--- START ---

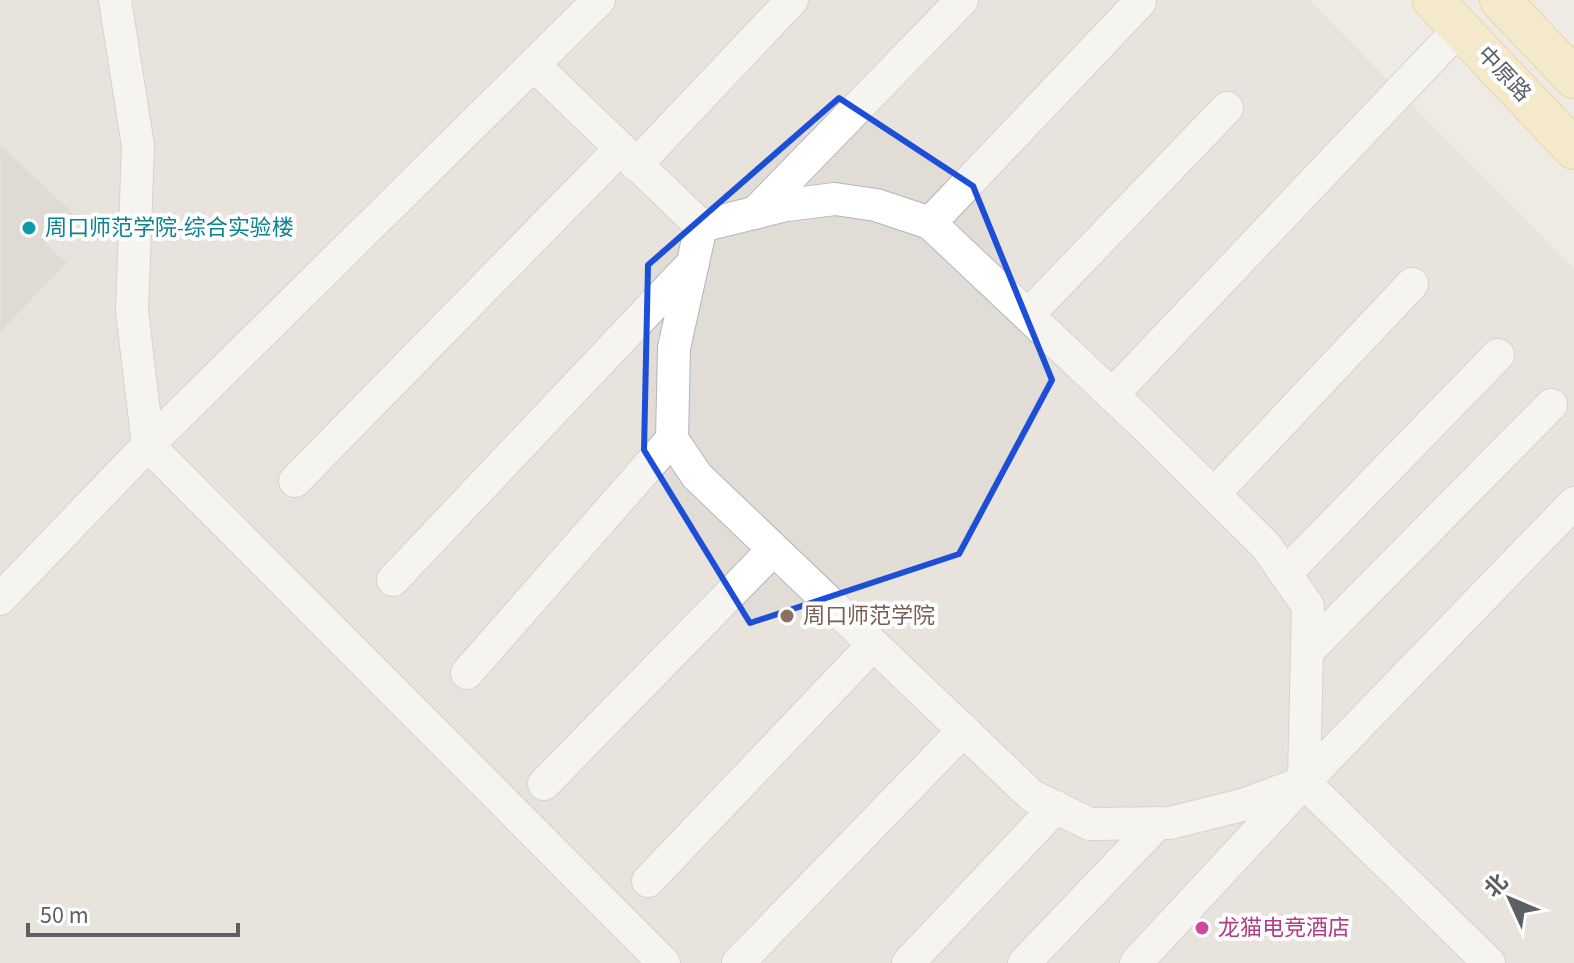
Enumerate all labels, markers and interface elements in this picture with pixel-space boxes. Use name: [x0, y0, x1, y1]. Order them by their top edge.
street label: 中原路: [1470, 39, 1538, 109]
place label: 周口师范学院-综合实验楼: [45, 212, 294, 244]
marker: 周口师范学院-综合实验楼: [20, 219, 38, 237]
place label: 周口师范学院: [803, 600, 935, 632]
marker: 周口师范学院: [778, 607, 796, 625]
north arrow: [1470, 859, 1550, 939]
text: 北: [1477, 867, 1515, 905]
scale bar: [28, 887, 238, 937]
text: 50 m: [40, 898, 89, 933]
place label: 龙猫电竞酒店: [1218, 912, 1350, 944]
marker: 龙猫电竞酒店: [1193, 919, 1211, 937]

--- END ---

● Exercise requirements: A word-for-word copy of the entries above is needed, with every picture dropped.

● Exercise result:
Enumerate all labels, markers and interface elements in this picture with pixel-space boxes. Use name: [x0, y0, x1, y1]. Order them by their top edge.
street label: 中原路: [1470, 39, 1538, 109]
place label: 周口师范学院-综合实验楼: [45, 212, 294, 244]
marker: 周口师范学院-综合实验楼: [20, 219, 38, 237]
place label: 周口师范学院: [803, 600, 935, 632]
marker: 周口师范学院: [778, 607, 796, 625]
north arrow: [1470, 859, 1550, 939]
text: 北: [1477, 867, 1515, 905]
scale bar: [28, 887, 238, 937]
text: 50 m: [40, 898, 89, 933]
place label: 龙猫电竞酒店: [1218, 912, 1350, 944]
marker: 龙猫电竞酒店: [1193, 919, 1211, 937]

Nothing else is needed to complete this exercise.